After upgrading your OMNI Vision over the last few episodes, it’s surprising that it’s nowhere to be found in this episode and in fact the entire interface operates differently. To access memories, the player must position Hope near an object and take a photograph of it on her phone. Overall, however, despite being slightly clunky in its positioning, this feature makes exploration and adventure a much more intricate facet of the game and players can enjoy a more dynamic method of information-gathering.
While the gameplay has come in slightly underwhelming, it’s understandable that a game this late in the series would want to focus on the information being delivered to the player. God’s Acre does this well. With only Mammoth to contend with, Hope can start to focus on the collectibles that litter this garden and that start to provide some juicy details to fill in the storyline. We learn more about the purpose of the research and the very existence of the Metamorphosis facility, and combined with the dialogue provided from Mammoth we can begin to piece together the destinies of Hope and other Pre-Cals (chillingly called “Mirrors” above the surface).
République Episode 4: God’s Acre continues the high quality visual and sound design of its predecessors with commendable voice acting (despite the childishness of Hope) and sharp sound effects. And in terms of story, it provides us with just the right amount of detail while still leaving us characteristically hooked with the ending. Just wait until you get there.

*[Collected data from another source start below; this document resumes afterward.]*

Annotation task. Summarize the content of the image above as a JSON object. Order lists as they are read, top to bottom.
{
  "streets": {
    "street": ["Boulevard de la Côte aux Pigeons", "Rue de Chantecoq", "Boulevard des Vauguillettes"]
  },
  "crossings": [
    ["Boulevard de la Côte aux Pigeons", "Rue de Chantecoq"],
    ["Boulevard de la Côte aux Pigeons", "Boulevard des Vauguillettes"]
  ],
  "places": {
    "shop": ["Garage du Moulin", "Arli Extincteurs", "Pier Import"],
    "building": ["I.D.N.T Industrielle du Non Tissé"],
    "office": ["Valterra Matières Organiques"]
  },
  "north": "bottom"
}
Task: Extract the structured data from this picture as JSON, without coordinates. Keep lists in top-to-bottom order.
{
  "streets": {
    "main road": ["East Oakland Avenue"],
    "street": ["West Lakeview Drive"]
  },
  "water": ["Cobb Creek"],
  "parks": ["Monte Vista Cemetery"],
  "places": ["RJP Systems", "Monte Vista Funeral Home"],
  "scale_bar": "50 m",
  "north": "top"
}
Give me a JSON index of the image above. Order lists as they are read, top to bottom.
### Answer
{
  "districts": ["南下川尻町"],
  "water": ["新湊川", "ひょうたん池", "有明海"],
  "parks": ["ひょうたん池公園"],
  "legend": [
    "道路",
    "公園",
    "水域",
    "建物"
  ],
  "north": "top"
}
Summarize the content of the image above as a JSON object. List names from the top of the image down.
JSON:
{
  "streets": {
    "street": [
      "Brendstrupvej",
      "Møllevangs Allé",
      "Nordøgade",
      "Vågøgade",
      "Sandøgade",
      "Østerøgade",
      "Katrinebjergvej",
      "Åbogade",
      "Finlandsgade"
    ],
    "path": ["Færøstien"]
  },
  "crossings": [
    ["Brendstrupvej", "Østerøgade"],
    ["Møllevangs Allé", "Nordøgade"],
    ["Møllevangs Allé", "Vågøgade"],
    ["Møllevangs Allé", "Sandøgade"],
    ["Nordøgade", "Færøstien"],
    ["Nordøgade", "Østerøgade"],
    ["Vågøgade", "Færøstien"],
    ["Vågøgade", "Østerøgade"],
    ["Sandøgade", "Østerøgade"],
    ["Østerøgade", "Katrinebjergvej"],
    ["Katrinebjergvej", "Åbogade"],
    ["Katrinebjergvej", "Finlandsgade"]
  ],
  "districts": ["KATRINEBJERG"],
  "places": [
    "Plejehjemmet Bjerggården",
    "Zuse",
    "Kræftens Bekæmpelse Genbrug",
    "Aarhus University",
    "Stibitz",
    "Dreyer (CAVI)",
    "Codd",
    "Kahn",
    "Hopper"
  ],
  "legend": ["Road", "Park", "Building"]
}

Overall, the standard of design and plot in the penultimate installment of République are on average equal to that of the first three episodes, minus some bizarre character changes and plus some meaty new plot developments. However, the gameplay interface is far removed from that of the previous games; at times it becomes bulky, unnecessary, and lacklustre. It is somewhat redeemed through some new dynamic elements, and the expansive garden paths are much more wieldy than the cramped corridors of the underground.